### Task instructions
The expected answer is every line of the material that contains the word "sizing".

### Exercise data
══════

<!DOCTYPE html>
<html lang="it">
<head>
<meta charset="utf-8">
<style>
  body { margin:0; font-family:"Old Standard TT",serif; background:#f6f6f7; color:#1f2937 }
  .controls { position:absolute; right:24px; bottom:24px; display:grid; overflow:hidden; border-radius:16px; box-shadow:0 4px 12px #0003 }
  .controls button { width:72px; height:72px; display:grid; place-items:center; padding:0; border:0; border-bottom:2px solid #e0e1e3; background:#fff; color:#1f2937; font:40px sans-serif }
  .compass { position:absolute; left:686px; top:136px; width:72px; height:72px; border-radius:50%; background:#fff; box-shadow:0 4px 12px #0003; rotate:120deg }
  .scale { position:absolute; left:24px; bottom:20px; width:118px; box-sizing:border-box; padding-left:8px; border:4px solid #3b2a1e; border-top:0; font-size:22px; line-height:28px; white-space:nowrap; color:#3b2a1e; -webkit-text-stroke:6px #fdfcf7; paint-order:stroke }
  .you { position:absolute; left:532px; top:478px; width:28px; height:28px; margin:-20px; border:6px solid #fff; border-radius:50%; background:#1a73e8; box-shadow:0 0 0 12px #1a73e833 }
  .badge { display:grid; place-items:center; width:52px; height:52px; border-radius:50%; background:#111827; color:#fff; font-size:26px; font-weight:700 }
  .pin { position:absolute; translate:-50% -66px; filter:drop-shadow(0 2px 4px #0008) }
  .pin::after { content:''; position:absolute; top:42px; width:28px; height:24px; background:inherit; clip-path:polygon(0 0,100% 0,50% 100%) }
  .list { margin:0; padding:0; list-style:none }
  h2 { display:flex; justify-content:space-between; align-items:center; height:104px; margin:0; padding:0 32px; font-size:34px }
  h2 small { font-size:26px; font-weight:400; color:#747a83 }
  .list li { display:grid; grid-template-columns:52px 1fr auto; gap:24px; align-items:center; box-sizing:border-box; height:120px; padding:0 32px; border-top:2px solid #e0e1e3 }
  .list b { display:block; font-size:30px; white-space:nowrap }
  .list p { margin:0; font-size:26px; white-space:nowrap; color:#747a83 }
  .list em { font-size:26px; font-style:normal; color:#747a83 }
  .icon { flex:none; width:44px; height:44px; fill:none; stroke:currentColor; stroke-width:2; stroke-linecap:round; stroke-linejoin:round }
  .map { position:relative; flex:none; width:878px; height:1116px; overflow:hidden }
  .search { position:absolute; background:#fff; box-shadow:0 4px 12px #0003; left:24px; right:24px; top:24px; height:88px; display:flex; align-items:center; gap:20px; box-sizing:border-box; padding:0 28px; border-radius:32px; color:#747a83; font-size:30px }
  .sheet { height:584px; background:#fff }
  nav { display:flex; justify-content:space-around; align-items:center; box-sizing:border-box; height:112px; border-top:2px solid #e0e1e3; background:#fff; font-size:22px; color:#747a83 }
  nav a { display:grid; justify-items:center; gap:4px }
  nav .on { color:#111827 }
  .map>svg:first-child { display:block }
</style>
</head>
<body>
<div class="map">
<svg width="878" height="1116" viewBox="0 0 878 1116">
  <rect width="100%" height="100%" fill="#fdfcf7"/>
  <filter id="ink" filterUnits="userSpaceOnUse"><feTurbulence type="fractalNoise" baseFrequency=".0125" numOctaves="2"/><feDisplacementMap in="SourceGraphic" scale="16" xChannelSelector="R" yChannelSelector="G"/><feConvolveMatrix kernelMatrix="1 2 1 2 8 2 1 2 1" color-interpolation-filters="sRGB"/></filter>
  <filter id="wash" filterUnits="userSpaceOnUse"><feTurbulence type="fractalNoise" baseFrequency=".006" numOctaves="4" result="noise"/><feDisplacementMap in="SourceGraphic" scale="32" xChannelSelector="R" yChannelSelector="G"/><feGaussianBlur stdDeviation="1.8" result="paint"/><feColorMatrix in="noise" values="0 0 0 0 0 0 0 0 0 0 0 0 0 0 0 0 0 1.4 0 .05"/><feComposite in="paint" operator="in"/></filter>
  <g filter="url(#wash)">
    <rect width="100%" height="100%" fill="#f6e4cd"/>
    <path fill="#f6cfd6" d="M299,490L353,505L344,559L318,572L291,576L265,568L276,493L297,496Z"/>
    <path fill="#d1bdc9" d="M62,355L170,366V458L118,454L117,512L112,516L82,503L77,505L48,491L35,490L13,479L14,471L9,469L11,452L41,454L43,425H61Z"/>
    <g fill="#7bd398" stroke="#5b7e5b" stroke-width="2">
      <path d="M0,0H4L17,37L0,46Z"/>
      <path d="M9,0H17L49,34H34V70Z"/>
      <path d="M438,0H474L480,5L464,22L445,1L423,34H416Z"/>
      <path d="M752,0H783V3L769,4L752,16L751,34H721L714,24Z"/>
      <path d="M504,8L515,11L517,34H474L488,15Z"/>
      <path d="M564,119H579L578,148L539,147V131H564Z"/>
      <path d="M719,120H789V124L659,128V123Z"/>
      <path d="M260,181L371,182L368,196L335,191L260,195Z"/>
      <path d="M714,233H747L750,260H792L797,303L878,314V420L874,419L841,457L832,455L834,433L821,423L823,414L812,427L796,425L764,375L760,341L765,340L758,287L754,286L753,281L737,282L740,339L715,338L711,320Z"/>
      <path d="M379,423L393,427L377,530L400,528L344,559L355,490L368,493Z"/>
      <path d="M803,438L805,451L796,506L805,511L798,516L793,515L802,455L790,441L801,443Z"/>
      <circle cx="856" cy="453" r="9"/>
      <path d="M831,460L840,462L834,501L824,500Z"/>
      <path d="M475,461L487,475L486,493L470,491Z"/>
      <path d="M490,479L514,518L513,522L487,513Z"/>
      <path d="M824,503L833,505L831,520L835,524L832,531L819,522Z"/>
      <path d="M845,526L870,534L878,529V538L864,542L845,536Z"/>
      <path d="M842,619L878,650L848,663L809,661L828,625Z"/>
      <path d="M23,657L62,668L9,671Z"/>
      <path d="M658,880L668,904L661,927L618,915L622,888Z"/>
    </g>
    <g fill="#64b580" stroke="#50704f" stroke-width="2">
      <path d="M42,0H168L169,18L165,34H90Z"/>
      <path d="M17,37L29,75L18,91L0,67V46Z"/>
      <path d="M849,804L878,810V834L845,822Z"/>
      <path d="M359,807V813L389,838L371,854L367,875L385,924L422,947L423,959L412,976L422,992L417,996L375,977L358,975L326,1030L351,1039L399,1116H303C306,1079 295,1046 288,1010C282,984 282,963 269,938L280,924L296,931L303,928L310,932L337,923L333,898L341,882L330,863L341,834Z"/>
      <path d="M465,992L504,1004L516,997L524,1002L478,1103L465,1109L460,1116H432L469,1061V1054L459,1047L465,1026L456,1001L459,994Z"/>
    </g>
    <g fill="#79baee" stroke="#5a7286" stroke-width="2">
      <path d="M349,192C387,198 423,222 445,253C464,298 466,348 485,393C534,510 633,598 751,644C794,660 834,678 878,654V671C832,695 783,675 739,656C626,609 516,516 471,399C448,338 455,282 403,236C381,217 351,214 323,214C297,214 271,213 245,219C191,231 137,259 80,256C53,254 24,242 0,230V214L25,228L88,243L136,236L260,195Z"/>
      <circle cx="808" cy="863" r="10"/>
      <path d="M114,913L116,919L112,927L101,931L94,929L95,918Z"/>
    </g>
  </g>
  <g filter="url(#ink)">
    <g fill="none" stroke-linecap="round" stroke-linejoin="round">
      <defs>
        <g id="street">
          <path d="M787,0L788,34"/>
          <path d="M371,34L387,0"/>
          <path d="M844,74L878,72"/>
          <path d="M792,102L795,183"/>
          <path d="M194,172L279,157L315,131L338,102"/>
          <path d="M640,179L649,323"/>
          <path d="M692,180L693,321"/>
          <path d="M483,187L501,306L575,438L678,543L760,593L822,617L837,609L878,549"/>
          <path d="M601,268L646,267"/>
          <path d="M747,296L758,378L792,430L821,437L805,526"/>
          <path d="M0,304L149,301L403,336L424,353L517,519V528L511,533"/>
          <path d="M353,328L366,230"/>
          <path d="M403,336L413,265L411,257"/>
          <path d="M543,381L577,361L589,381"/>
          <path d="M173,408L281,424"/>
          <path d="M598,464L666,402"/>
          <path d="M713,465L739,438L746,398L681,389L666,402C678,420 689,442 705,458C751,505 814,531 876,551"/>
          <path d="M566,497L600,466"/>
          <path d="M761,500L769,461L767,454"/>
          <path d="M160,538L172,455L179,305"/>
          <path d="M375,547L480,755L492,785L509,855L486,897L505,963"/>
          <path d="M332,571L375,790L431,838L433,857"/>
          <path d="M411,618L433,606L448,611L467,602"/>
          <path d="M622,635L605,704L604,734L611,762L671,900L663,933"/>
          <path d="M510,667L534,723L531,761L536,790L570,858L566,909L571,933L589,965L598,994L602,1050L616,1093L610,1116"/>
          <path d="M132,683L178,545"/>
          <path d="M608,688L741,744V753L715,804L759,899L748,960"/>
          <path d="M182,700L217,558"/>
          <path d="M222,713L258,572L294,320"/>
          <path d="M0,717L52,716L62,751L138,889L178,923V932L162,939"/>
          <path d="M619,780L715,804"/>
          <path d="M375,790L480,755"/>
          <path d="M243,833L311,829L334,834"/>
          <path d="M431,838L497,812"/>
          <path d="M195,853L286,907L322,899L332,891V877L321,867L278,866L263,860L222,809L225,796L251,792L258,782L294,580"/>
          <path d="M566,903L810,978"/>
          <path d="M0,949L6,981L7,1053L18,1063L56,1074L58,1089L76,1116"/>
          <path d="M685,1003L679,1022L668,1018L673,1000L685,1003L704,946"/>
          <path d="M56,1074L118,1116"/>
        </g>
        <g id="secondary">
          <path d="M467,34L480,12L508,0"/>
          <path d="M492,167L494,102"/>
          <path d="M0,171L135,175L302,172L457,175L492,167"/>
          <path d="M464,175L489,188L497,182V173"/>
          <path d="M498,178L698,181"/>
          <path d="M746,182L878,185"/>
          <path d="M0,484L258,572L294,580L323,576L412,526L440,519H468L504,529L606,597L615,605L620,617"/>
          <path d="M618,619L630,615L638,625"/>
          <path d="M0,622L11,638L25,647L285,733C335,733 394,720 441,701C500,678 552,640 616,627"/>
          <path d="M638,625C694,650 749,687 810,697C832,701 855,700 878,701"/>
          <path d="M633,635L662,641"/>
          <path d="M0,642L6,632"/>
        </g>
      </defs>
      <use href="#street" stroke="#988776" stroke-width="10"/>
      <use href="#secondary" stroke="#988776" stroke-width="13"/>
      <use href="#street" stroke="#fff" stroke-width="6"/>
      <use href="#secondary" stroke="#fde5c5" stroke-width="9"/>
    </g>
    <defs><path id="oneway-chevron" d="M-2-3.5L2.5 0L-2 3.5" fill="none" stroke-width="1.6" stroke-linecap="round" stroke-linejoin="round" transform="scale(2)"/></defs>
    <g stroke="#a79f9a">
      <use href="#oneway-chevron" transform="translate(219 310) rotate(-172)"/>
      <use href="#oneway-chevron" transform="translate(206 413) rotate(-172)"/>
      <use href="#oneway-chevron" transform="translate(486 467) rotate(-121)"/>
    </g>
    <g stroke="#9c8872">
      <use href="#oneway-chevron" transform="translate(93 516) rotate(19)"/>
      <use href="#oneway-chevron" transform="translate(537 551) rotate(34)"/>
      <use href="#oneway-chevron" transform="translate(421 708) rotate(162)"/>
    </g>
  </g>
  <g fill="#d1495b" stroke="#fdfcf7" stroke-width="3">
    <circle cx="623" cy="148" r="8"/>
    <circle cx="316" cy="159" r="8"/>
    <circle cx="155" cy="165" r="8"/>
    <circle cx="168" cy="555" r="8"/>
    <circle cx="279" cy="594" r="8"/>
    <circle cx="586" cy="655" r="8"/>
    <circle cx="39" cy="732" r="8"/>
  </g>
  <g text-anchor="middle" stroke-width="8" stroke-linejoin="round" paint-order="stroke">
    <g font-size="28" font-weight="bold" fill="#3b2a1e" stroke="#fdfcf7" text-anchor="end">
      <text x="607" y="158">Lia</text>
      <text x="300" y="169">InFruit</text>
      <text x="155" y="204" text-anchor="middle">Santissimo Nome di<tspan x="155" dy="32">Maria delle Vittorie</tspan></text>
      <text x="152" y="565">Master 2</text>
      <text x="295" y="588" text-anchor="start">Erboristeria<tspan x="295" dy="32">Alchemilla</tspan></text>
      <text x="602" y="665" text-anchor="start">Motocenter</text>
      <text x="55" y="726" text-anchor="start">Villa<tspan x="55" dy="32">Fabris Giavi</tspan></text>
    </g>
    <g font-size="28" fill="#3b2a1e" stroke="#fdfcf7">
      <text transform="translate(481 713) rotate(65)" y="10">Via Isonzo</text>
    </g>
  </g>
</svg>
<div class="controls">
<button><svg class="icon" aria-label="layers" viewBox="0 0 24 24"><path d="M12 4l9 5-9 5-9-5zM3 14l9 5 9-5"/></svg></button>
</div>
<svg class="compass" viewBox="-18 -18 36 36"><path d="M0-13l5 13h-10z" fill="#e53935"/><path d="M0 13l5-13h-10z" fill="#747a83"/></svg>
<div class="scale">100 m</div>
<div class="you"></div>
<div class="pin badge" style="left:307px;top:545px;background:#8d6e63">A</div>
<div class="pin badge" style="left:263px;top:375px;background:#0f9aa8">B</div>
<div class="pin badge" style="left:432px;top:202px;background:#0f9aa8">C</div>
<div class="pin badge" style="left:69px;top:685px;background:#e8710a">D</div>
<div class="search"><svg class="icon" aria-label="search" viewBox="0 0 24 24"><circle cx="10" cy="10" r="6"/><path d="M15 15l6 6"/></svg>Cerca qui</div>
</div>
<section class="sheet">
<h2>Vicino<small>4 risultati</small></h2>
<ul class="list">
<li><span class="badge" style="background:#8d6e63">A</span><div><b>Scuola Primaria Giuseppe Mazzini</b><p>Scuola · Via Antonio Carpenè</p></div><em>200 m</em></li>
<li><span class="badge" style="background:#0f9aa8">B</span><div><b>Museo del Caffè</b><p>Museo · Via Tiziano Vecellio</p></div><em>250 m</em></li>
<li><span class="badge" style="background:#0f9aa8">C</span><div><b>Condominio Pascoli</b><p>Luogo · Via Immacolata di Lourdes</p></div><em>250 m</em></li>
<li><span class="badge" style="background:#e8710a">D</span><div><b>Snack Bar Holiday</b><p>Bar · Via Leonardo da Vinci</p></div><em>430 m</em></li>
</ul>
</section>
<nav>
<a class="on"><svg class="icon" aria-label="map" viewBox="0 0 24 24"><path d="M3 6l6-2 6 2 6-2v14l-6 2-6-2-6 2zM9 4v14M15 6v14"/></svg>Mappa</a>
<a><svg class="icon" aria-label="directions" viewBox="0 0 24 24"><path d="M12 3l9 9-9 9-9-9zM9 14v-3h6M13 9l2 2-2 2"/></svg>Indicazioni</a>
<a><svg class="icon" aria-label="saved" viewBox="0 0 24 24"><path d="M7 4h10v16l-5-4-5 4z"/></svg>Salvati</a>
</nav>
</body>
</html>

══════

### Result of this exercise
  .scale { position:absolute; left:24px; bottom:20px; width:118px; box-sizing:border-box; padding-left:8px; border:4px solid #3b2a1e; border-top:0; font-size:22px; line-height:28px; white-space:nowrap; color:#3b2a1e; -webkit-text-stroke:6px #fdfcf7; paint-order:stroke }
  .list li { display:grid; grid-template-columns:52px 1fr auto; gap:24px; align-items:center; box-sizing:border-box; height:120px; padding:0 32px; border-top:2px solid #e0e1e3 }
  .search { position:absolute; background:#fff; box-shadow:0 4px 12px #0003; left:24px; right:24px; top:24px; height:88px; display:flex; align-items:center; gap:20px; box-sizing:border-box; padding:0 28px; border-radius:32px; color:#747a83; font-size:30px }
  nav { display:flex; justify-content:space-around; align-items:center; box-sizing:border-box; height:112px; border-top:2px solid #e0e1e3; background:#fff; font-size:22px; color:#747a83 }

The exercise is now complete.